Friday, December 27, 2013

Colca Canyon and the Condors


Lisana-
Christmas Day brought with it gifts of memories past, something I rarely get to experience. As they surface it feels like recalling a dream or movie I once watched as there is no emotional attachment. The memories are of my children during the peak of holiday exuberance, as this was always the height of our family's endearment. Grateful I am to have traveled back to these sweet moments, thank you spirit for a beautiful Christmas gift. 
For today, the day after holds enormous energy of us making offerings to Colca Canyon which is said to be twice as deep as the Grand Canyon and is the residence for the condors, though we are told very few live there now. The bus station is crammed with local Peruvians ready to make their way home after Christmas, packing in we travel east winding around the narrow dirt road paths which hang on the edge of the mountains. At times I wonder how close the driver can get the tires to cling onto the very edge of the dirt road which provides for gripping views of the valley as we ascend to higher elevations. So different than the US. highways for many reasons especially how few vehicles we pass.
Arriving to our town, Jeremy inquires for the return trip revealing the bus will only wait for 1 1/2 hour and then back to Chivay, as this being the only ride or otherwise will have to stay in town for the night. Agreeing to hold ceremony in haste we head to the edge of town where the canyon offers a vista of splendor.  
As we set up our altar we are delayed for a moment while a woman shows up taking photos of the canyon right where we are and proceeds to take pictures of us.
A bit anxious as we know we are racing with time we energetically ask her to move on.
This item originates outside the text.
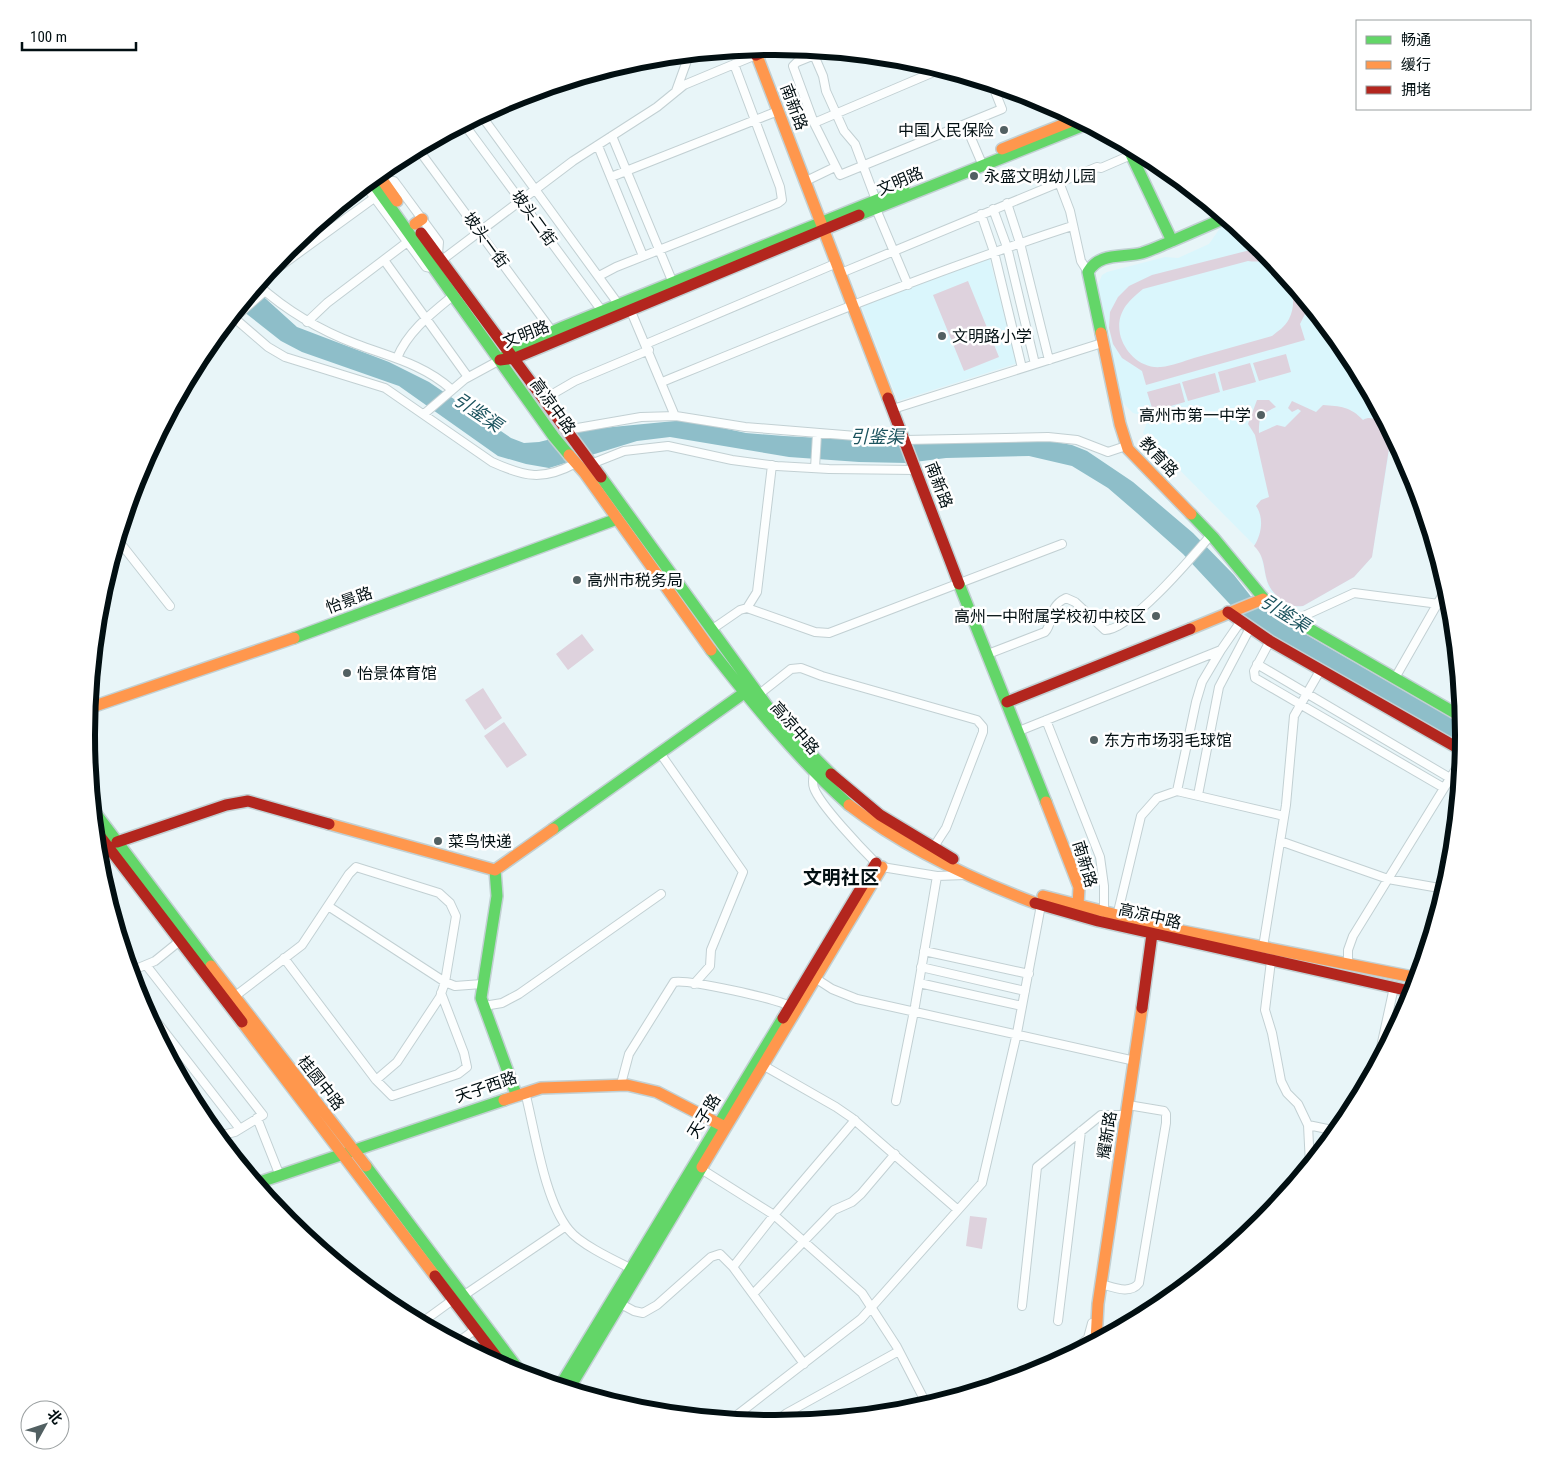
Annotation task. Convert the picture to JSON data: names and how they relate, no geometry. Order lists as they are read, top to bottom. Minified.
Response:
{"streets":{"street":["南新路","文明路","坡头二街","坡头一街","高凉中路","教育路","怡景路","桂圆中路","天子西路","天子路","耀新路"]},"crossings":[["南新路","文明路"],["南新路","高凉中路"],["文明路","坡头二街"],["文明路","坡头一街"],["文明路","高凉中路"],["高凉中路","怡景路"],["高凉中路","耀新路"],["桂圆中路","天子西路"],["天子西路","天子路"]],"districts":["文明社区"],"water":["引鉴渠"],"places":["中国人民保险","永盛文明幼儿园","文明路小学","高州市第一中学","高州市税务局","高州一中附属学校初中校区","怡景体育馆","东方市场羽毛球馆","菜鸟快递"],"legend":["畅通","缓行","拥堵"],"scale_bar":"100 m","north":"top right"}
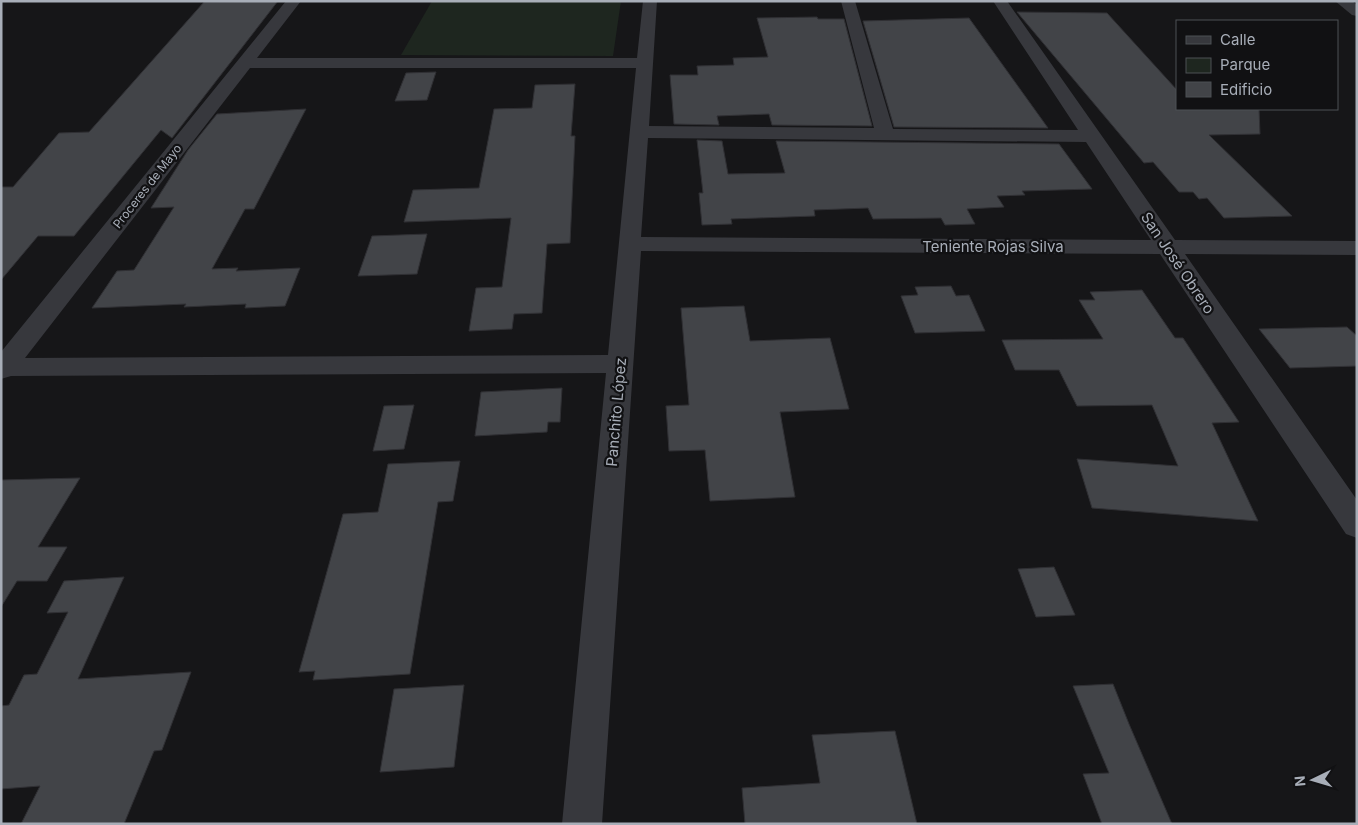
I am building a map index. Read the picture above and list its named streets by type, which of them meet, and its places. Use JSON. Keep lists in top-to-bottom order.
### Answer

In amazement as the moment we begin with Jeremy offering tobacco we are stunned by the presence of a condor above us circling the visible moon. As this was not enough to bring us to our knees we watch as another condor rises up from the canyon like a helicopter surreptitiously hovering right in front of us. Tears flood my eyes as we are frozen in the moment feeling the grace and power of these enormous winged angels of divine grace. Their totem symbolizes death and rebirth and of the mother. 
Once out of sight we return to the ceremony at hand and finish with an offering to the canyon. My feeling is that the canyon represents the cervix of pacha-mama and the dream time crystal will be deposited as a light encoded inception into her womb.
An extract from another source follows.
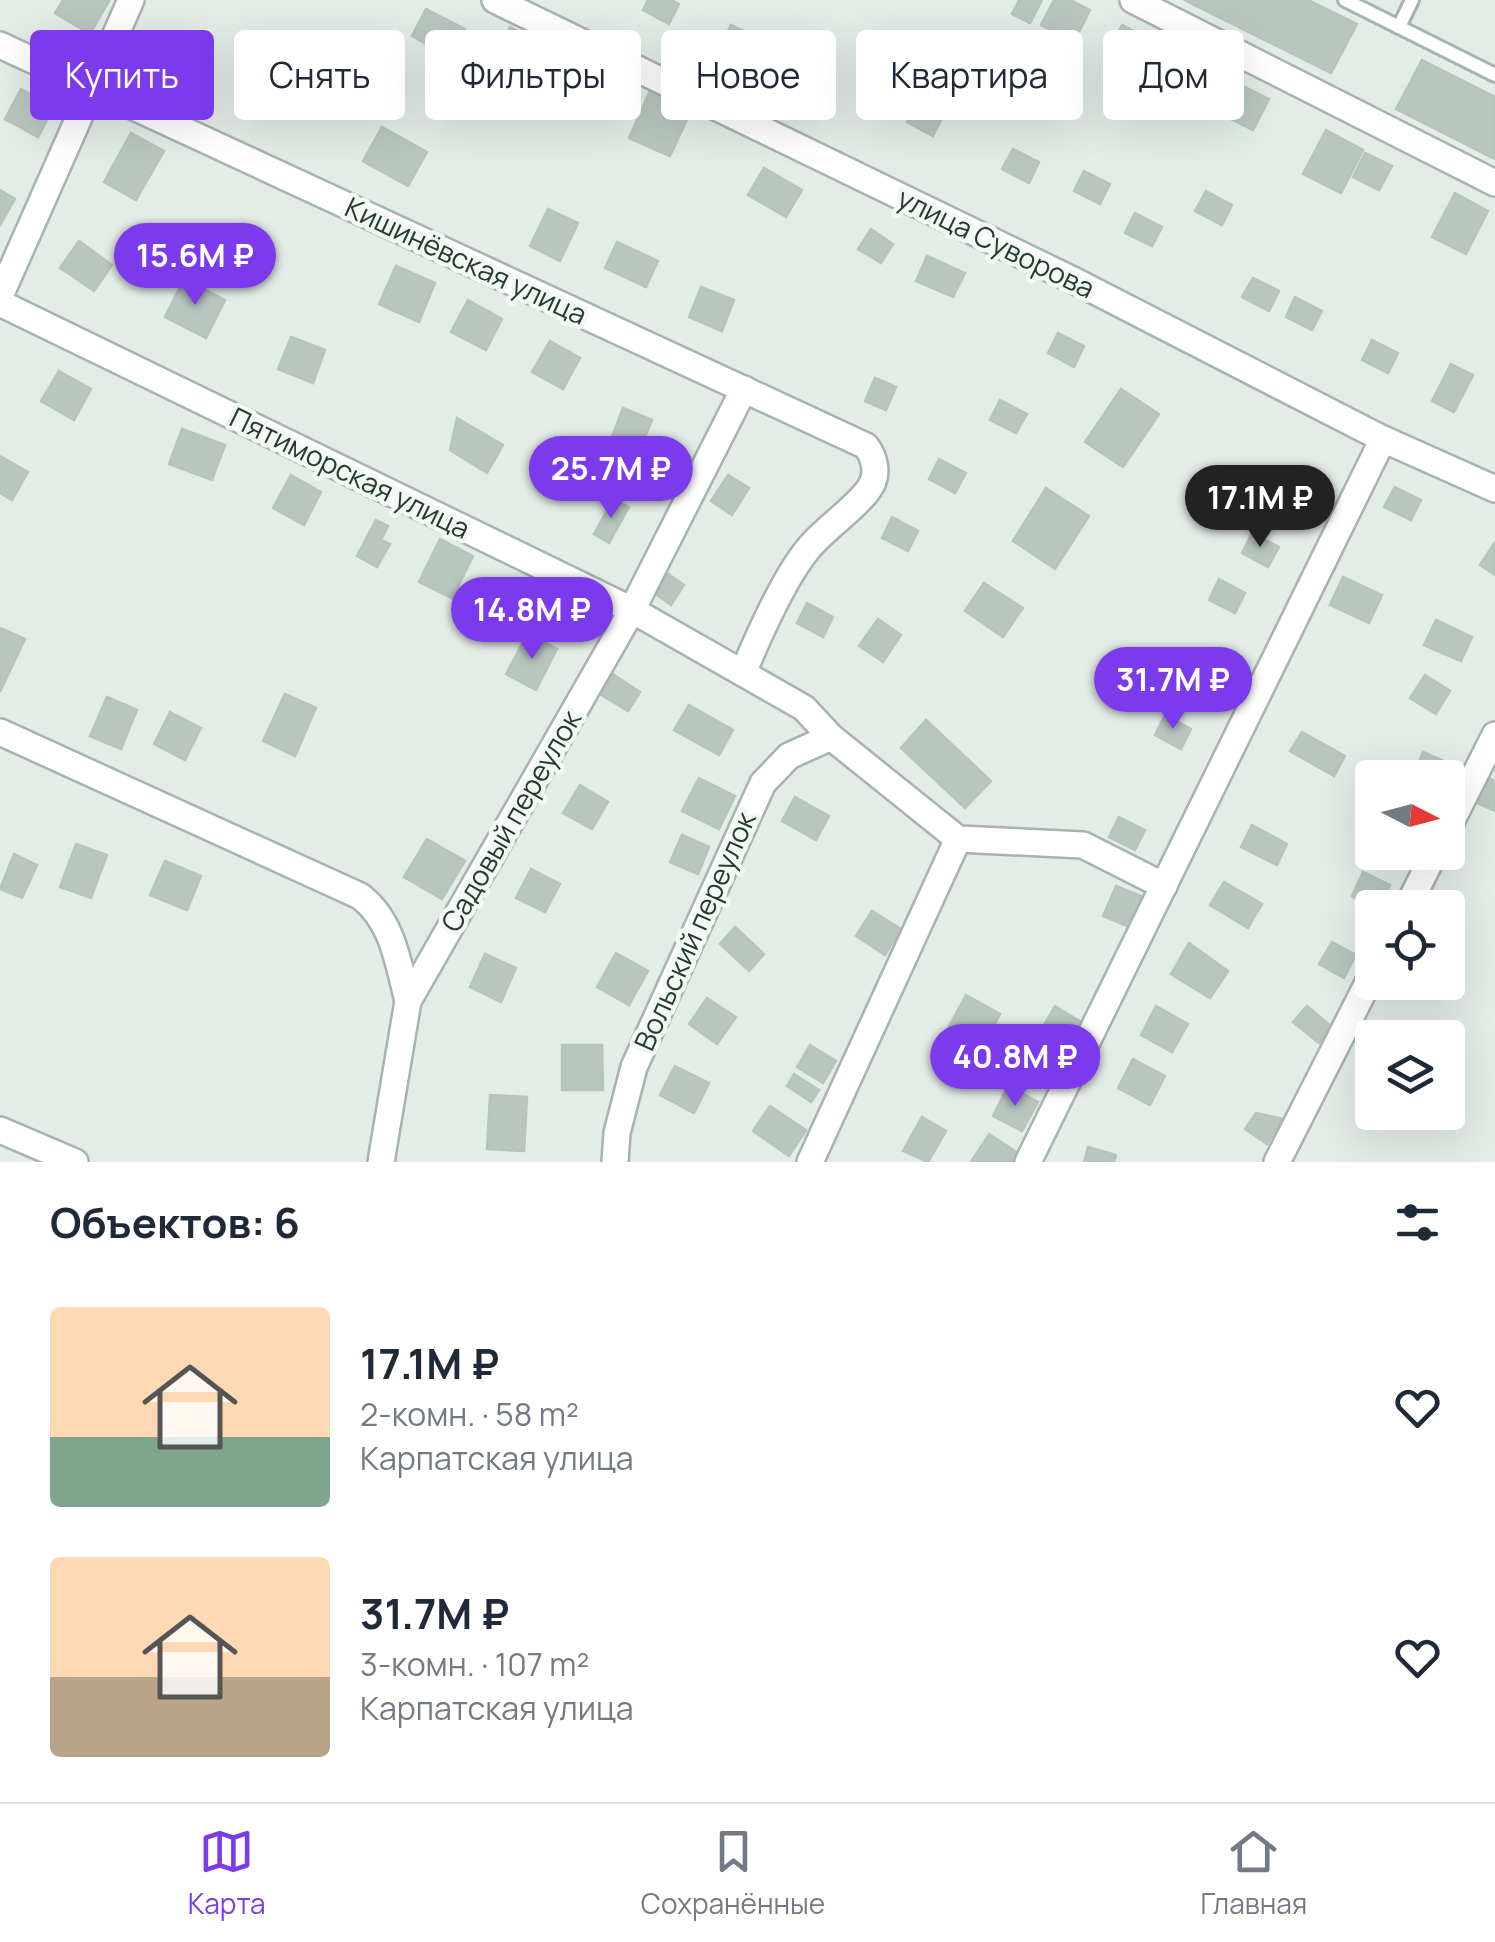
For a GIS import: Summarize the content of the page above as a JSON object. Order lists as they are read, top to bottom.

Jeremy urges us to completion and with 2 quick clicks of my camera in an attempt to capture what we have witnessed he leads us out in such urgency I can hardly keep up. 
The altitude is high and my heart is working over time while I watch him shrink in the distance as I try closing the gap to our separation. I think he forgets my legs are much shorter than his and feeling like a child so often being left behind I struggle to keep up. We arrive in time to see the bus awaiting us and in a moment of restoration I hold in myself a dream of new beginnings which have been implanted under the soaring wings of the condors as they met with white eagle and myself.


Jeremy-
A spectacular four hour journey takes us by bus to heights of 5000 meters, dropping into the upper reaches of Colca canyon and to a flat shelf that holds the small town of Chivay. What a difference in the energy here, we dreamily amble around the town square and the market in the fresh clean air amongst the buoyantly spirited locals, we are in the realm of the condor.
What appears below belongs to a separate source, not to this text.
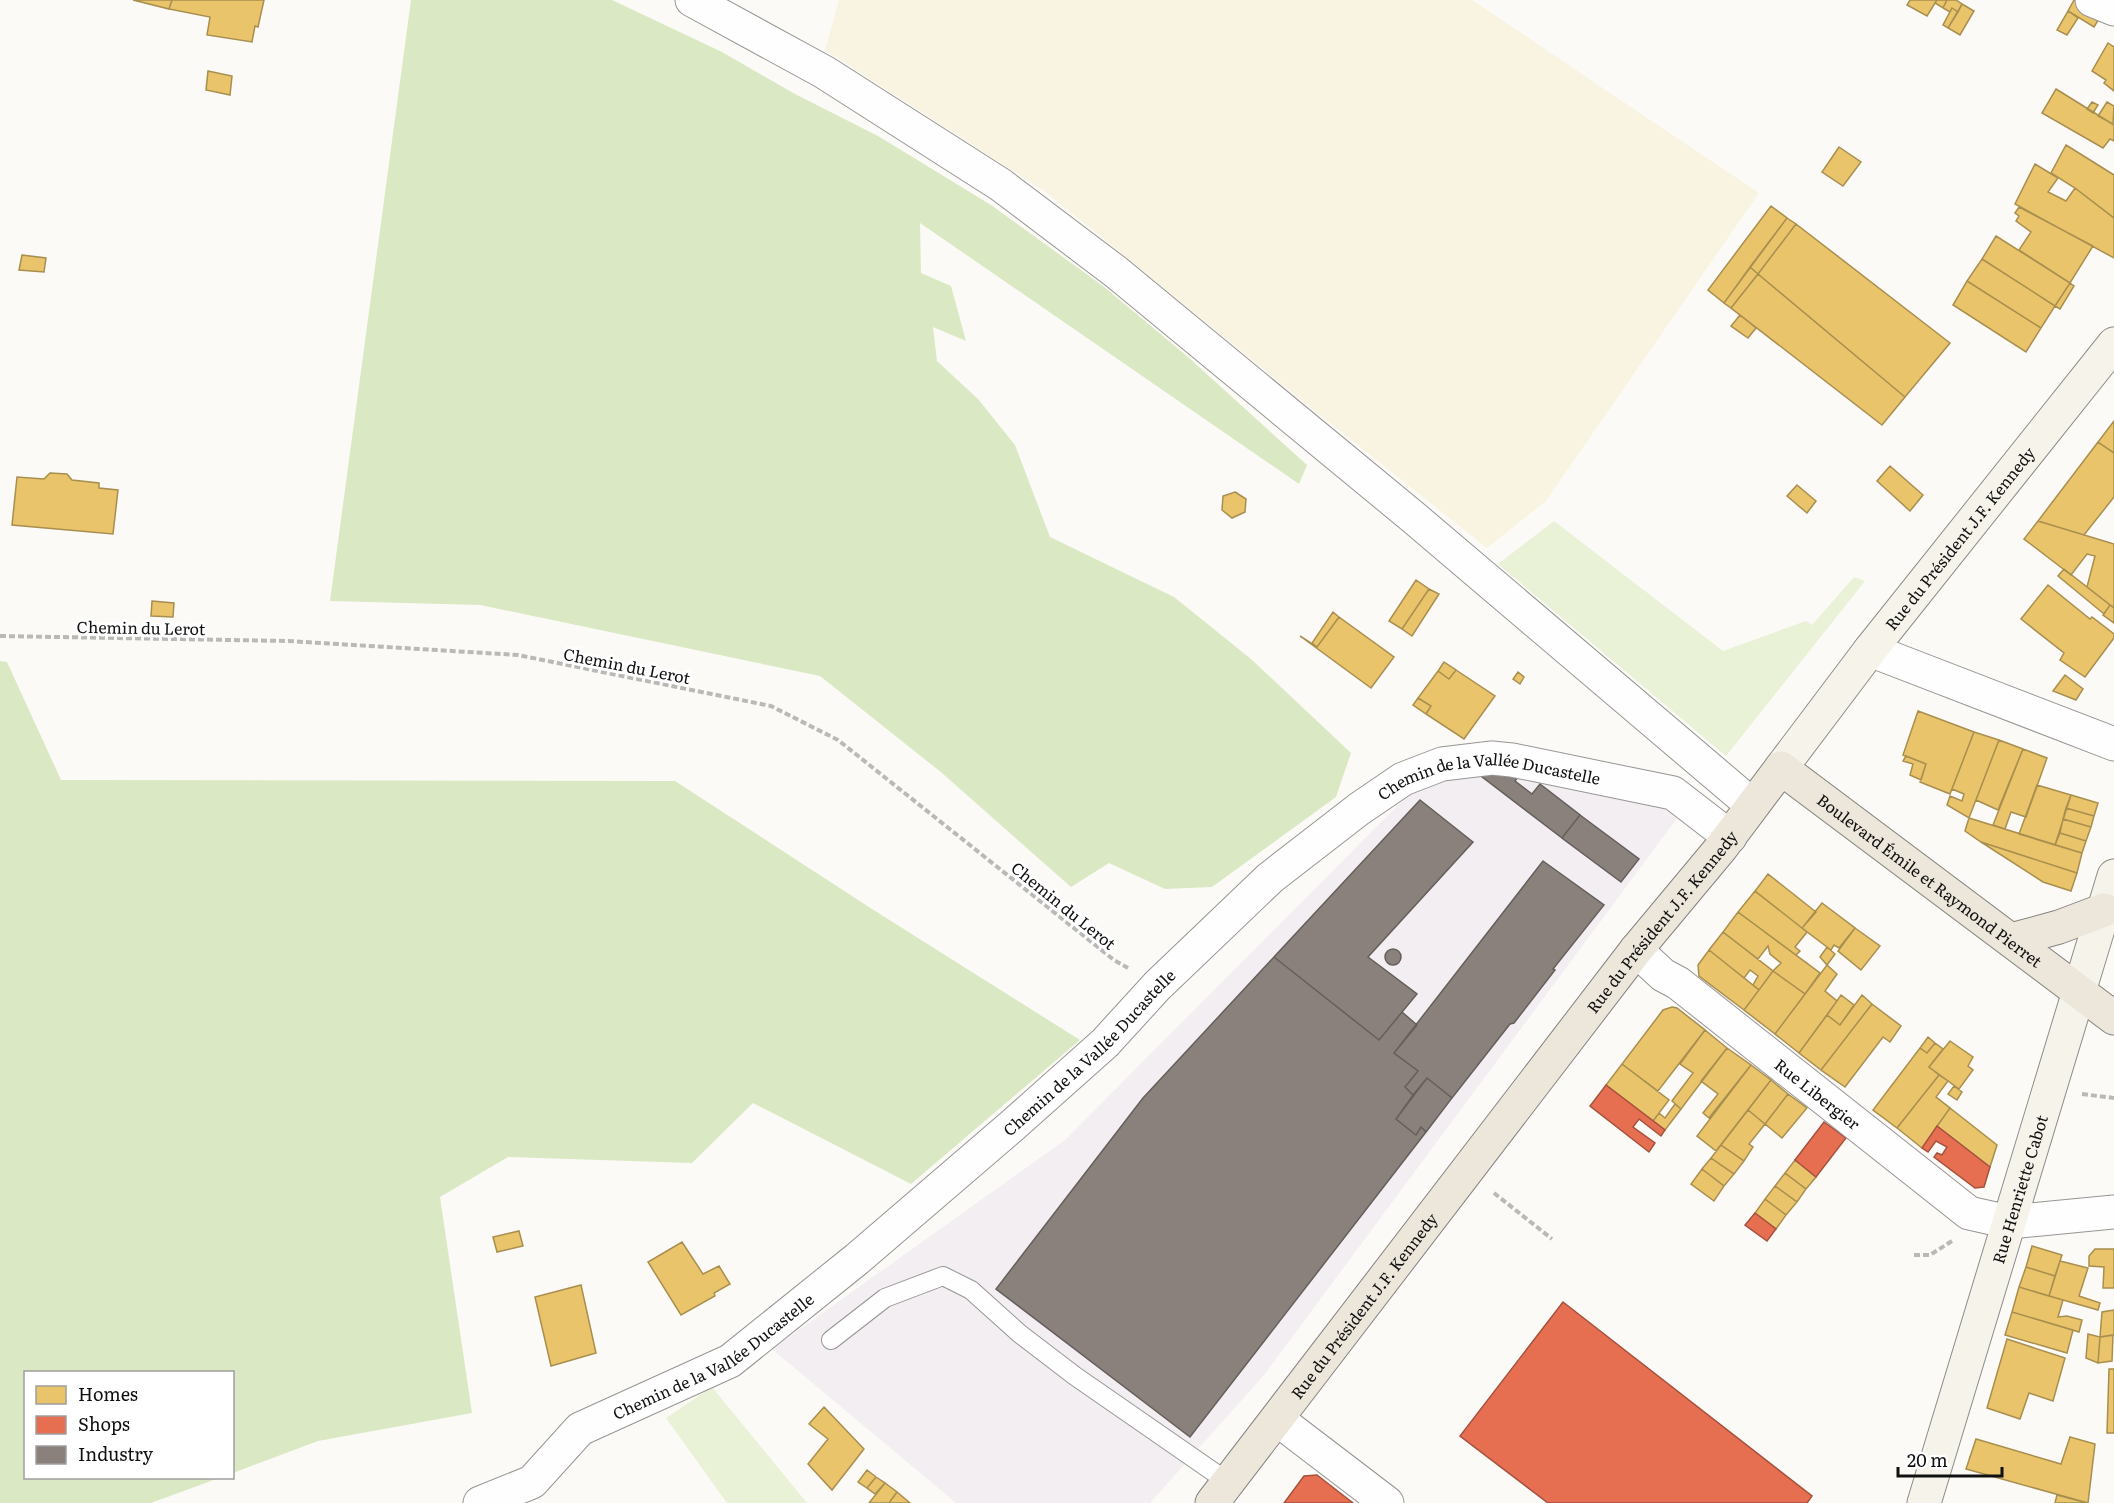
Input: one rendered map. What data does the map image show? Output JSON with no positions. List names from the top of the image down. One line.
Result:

Christmas day is to be for rest hopefully, more so than the night before, filled with fireworks and barking dogs which commenced around midnight.
Christmas night is quiet outside, but my dreamtime is crammed full of a seismic wrestling match that had me quelling the appetite of very hungry dragons, while holding up the walls for the halls of the new world consciousness. Rarely can dreams be as vivid as this.
Happy for action again, we catch the seven o'clock bus from the depot to explore the depths of this place. Stopping in small villages on the way along the south rim, we witness traditional canyon life. Leaving the hardtop after ten or so miles we rattle along the canyons more inhabited side, with Nevada Mismi the mountain source of the Amazon river, peering over the north rim from high up on the Continental Divide.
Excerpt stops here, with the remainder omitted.